I thought I was a big cheese lover, but even I hadn't considered being mummified and buried with a block of it.
This lady in China more than three millennia ago must have been the biggest cheesehead of all time.
When the 3,600-year-old coffin of a young woman was excavated in northwestern China two decades ago, archeologists discovered a mysterious substance laid out along her neck like a piece of jewelry.
It was made of cheese, and scientists now say it's the oldest cheese ever found.
World's oldest cheese! What an accomplishment!
'Regular cheese is soft. This is not. It has now become really dry, dense and hard dust,' said Fu Qiaomei, a paleogeneticist at the Chinese Academy of Sciences in Beijing and the co-author of a study published Tuesday in the journal Cell.
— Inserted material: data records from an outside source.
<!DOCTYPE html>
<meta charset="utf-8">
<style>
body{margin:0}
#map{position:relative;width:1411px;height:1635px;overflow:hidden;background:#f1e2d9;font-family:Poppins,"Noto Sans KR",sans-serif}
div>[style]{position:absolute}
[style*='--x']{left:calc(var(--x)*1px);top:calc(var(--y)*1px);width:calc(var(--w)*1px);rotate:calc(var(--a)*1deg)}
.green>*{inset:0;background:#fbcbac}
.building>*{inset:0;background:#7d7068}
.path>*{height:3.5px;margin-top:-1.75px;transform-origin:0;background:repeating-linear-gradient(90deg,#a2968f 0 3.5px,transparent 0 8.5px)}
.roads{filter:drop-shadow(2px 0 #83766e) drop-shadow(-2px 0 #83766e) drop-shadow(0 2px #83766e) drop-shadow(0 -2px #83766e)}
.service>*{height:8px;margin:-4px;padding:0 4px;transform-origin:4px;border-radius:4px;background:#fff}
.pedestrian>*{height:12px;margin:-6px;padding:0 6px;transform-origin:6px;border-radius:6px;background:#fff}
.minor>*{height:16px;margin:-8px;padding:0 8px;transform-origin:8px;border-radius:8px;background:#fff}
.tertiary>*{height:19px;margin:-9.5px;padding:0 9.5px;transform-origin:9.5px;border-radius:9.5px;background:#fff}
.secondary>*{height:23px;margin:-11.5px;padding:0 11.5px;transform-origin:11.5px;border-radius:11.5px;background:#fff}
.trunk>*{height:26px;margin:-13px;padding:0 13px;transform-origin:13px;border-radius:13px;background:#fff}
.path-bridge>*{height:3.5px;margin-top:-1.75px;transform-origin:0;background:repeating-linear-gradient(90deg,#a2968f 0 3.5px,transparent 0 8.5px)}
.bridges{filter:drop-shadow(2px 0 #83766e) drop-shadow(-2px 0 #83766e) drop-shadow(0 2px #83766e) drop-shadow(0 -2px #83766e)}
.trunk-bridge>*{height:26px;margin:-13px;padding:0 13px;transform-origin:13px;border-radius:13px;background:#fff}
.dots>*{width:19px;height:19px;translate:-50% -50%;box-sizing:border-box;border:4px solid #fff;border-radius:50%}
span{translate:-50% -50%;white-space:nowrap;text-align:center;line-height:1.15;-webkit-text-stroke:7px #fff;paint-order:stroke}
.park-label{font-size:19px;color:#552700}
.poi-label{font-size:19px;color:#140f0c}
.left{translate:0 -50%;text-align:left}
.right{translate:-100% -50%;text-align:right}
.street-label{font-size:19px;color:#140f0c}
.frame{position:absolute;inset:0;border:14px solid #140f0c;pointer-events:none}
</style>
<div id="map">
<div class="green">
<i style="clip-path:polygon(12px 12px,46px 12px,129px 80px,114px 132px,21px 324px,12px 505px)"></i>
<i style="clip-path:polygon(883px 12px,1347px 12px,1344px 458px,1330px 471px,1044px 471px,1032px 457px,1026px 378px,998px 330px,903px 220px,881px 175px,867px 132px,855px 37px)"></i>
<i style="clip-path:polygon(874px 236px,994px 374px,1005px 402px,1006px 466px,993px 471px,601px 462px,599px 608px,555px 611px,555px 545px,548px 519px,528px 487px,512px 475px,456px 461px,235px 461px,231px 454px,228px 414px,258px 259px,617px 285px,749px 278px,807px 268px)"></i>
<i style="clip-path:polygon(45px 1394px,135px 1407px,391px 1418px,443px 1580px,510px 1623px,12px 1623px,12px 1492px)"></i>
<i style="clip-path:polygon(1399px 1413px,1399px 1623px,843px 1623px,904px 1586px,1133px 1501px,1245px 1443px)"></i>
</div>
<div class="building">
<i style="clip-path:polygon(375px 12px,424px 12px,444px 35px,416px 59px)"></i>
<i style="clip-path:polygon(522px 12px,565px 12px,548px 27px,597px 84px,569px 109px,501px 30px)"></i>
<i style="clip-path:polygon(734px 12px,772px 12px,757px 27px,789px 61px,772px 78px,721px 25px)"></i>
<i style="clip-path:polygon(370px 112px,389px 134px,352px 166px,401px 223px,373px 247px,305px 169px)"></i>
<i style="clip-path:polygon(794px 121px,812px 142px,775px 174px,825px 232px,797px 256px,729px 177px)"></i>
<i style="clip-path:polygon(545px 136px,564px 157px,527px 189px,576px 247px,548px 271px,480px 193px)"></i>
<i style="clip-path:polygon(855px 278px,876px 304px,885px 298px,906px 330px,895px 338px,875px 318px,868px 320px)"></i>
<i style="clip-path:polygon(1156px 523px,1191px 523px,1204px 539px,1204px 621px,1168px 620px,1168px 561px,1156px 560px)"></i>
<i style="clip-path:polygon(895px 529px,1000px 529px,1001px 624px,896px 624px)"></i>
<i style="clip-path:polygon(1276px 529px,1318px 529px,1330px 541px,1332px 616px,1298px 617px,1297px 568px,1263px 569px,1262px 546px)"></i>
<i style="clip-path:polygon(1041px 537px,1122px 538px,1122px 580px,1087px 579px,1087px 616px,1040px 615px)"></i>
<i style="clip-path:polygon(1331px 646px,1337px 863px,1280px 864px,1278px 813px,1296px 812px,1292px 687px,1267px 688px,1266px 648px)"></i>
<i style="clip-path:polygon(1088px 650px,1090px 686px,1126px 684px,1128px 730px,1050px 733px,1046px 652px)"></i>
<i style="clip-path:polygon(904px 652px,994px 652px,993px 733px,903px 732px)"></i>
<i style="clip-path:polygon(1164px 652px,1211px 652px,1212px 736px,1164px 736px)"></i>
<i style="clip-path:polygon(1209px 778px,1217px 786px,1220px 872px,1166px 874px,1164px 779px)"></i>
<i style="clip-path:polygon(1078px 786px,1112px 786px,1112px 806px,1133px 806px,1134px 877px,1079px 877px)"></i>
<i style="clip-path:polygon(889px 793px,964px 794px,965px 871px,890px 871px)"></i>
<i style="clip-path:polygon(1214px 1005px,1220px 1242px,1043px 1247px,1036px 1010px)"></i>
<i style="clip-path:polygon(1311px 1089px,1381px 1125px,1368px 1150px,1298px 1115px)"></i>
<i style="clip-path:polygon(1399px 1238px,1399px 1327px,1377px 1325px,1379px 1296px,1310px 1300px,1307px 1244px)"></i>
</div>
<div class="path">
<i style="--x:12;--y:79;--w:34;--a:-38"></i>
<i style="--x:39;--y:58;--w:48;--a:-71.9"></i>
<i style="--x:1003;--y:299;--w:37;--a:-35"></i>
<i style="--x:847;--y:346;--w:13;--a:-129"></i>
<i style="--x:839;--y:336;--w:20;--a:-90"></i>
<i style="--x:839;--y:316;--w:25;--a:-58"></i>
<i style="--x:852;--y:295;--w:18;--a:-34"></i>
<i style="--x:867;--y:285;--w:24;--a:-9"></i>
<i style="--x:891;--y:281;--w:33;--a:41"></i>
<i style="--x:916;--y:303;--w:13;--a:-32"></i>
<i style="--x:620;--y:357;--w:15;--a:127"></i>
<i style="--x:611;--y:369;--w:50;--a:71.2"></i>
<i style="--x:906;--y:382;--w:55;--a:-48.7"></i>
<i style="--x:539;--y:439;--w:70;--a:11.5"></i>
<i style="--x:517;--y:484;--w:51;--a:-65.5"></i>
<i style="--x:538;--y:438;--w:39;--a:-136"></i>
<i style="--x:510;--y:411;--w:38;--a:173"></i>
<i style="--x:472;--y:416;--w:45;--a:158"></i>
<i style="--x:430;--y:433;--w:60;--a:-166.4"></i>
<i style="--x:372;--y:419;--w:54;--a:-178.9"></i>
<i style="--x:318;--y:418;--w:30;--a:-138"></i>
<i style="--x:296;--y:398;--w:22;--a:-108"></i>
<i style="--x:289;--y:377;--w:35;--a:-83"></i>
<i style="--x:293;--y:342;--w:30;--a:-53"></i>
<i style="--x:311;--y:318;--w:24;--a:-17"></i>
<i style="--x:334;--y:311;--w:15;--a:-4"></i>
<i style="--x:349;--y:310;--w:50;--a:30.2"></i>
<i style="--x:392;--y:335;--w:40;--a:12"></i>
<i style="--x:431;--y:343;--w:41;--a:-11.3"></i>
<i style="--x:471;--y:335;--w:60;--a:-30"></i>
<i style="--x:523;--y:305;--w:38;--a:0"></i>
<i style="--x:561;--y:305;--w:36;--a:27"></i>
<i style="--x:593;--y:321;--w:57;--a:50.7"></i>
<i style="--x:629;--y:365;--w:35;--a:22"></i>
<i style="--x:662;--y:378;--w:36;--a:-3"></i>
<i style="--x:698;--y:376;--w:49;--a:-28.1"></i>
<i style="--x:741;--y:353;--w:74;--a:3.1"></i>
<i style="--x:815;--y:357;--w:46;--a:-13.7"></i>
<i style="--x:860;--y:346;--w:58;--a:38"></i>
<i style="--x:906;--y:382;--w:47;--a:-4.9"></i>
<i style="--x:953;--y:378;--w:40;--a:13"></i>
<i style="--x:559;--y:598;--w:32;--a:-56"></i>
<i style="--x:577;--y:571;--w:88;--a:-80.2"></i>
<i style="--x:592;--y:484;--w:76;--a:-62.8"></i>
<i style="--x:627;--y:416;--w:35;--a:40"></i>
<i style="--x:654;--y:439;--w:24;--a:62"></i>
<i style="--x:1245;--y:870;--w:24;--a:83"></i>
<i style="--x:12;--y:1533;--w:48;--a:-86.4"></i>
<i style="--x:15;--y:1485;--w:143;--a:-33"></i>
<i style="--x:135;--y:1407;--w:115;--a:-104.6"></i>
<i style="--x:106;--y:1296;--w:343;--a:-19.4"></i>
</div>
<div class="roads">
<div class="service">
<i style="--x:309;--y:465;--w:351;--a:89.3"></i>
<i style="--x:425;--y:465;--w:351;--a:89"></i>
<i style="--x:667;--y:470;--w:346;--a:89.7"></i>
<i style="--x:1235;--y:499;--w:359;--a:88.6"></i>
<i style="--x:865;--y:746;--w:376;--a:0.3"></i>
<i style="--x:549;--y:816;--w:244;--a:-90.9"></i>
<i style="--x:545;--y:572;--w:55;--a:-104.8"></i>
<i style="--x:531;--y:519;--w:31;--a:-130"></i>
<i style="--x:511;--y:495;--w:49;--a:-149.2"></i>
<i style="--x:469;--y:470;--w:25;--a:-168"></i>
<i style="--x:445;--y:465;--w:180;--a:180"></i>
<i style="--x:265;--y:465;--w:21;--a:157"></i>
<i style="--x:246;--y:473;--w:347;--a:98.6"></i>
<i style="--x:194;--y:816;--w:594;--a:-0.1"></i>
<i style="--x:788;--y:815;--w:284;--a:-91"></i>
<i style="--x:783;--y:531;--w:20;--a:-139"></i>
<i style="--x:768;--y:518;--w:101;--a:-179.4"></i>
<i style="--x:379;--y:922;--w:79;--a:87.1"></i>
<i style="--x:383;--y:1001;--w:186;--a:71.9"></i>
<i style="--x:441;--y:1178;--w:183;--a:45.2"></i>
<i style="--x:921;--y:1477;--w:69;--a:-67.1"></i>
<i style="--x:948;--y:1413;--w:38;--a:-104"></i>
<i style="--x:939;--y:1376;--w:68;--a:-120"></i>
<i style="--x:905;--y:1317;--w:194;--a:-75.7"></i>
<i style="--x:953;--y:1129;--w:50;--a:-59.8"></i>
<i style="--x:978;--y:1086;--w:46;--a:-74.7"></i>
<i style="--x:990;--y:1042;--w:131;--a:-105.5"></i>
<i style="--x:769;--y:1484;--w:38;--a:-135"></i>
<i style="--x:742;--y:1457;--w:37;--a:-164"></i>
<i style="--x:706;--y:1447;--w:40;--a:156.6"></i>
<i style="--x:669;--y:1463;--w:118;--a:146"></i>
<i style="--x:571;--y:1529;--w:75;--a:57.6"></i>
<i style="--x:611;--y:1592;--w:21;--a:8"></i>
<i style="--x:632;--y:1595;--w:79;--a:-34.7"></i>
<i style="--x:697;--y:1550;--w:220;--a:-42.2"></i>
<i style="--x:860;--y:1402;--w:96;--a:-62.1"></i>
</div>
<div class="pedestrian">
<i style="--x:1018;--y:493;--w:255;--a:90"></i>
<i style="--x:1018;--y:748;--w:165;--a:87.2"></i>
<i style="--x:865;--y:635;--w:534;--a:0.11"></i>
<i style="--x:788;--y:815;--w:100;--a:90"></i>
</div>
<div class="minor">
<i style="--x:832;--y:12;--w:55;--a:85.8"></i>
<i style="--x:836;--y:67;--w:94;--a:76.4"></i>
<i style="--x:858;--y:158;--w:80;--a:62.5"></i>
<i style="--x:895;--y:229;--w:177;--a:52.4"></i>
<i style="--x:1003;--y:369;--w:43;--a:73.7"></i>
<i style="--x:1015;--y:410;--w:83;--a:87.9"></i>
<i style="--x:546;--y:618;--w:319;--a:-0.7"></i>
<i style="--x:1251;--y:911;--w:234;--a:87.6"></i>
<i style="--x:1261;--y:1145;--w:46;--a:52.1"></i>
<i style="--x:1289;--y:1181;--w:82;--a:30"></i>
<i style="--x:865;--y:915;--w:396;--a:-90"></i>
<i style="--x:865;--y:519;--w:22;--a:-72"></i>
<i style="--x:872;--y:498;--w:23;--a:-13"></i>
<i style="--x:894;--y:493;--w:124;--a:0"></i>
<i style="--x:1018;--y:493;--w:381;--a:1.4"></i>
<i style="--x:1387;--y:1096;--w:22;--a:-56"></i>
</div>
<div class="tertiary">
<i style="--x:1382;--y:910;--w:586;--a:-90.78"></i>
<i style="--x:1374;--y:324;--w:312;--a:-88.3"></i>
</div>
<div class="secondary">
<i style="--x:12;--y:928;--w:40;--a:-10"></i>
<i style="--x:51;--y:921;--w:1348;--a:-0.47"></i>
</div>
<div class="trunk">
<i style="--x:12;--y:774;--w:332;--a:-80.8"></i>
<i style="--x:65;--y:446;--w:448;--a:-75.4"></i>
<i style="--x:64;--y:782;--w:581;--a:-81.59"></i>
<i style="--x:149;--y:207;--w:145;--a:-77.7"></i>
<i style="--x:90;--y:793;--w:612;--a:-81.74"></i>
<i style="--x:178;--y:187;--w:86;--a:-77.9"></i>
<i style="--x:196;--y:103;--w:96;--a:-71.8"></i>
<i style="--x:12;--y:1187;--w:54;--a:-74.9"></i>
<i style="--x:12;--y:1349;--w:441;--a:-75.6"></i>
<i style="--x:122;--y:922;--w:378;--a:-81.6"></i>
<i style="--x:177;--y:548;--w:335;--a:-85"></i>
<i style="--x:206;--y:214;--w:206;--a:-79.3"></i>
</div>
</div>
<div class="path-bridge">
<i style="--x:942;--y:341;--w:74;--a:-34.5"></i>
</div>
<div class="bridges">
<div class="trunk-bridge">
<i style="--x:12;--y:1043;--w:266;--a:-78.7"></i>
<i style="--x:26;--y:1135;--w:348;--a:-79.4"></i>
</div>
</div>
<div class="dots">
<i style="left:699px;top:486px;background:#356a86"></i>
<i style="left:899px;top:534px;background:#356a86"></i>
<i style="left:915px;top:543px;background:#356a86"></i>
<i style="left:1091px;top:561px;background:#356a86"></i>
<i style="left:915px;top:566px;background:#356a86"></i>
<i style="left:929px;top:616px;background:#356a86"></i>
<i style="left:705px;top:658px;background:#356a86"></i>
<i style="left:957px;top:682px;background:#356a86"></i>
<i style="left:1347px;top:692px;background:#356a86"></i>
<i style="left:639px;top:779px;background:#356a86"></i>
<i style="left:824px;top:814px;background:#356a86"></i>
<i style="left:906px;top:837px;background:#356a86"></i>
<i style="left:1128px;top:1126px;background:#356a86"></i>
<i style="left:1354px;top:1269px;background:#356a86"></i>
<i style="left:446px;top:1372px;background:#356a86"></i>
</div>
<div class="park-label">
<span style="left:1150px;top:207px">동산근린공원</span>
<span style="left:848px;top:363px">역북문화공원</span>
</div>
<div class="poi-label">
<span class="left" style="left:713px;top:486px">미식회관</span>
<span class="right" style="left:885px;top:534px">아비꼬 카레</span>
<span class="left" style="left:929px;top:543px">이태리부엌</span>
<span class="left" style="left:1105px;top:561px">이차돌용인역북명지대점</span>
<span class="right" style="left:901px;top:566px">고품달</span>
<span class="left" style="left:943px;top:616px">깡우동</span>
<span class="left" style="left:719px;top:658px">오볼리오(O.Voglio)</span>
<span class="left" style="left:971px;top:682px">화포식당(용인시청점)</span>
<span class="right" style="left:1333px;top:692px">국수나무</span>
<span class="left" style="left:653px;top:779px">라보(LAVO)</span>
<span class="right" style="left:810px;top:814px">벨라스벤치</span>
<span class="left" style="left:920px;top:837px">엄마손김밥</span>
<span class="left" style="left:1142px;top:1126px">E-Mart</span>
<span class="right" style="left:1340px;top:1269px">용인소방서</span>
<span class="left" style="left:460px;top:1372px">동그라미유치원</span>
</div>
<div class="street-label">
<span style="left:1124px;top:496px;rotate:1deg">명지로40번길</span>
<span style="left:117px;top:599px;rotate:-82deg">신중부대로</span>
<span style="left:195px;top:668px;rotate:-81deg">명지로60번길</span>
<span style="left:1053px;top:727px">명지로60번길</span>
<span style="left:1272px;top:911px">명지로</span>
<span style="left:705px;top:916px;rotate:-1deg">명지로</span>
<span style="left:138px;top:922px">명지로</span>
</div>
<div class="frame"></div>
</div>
(No, the cheese is not still edible.)
A DNA analysis of the cheese samples, she told NBC News in a phone interview Thursday, tells the story of how the Xiaohe people โ from what's now known as Xinjiang โ lived and the mammals they interacted with. It also shows how animal husbandry evolved throughout East Asia.
This mummy was excavated in 2003 and the researchers always thought this was a bit of jewelry. Only recently did they discover it was cheese.
They identified the cheese as kefir cheese, which is made by fermenting milk using kefir grains. Fu said they also found evidence of goat and cow milk being used.
The journey of the cheese took them to tracing the journey of the kefir culture, which is used to make the final cheese.
The study also shows how Xiaohe people, who were known to be genetically lactose intolerant, consumed dairy before the era of pasteurization and refrigeration, as cheese production lowers lactose content.
The research into the cheese also helped scientists to study the development of bacteria over the last few thousand years.
It's amazing how much knowledge can be gained from a small cube of cheese.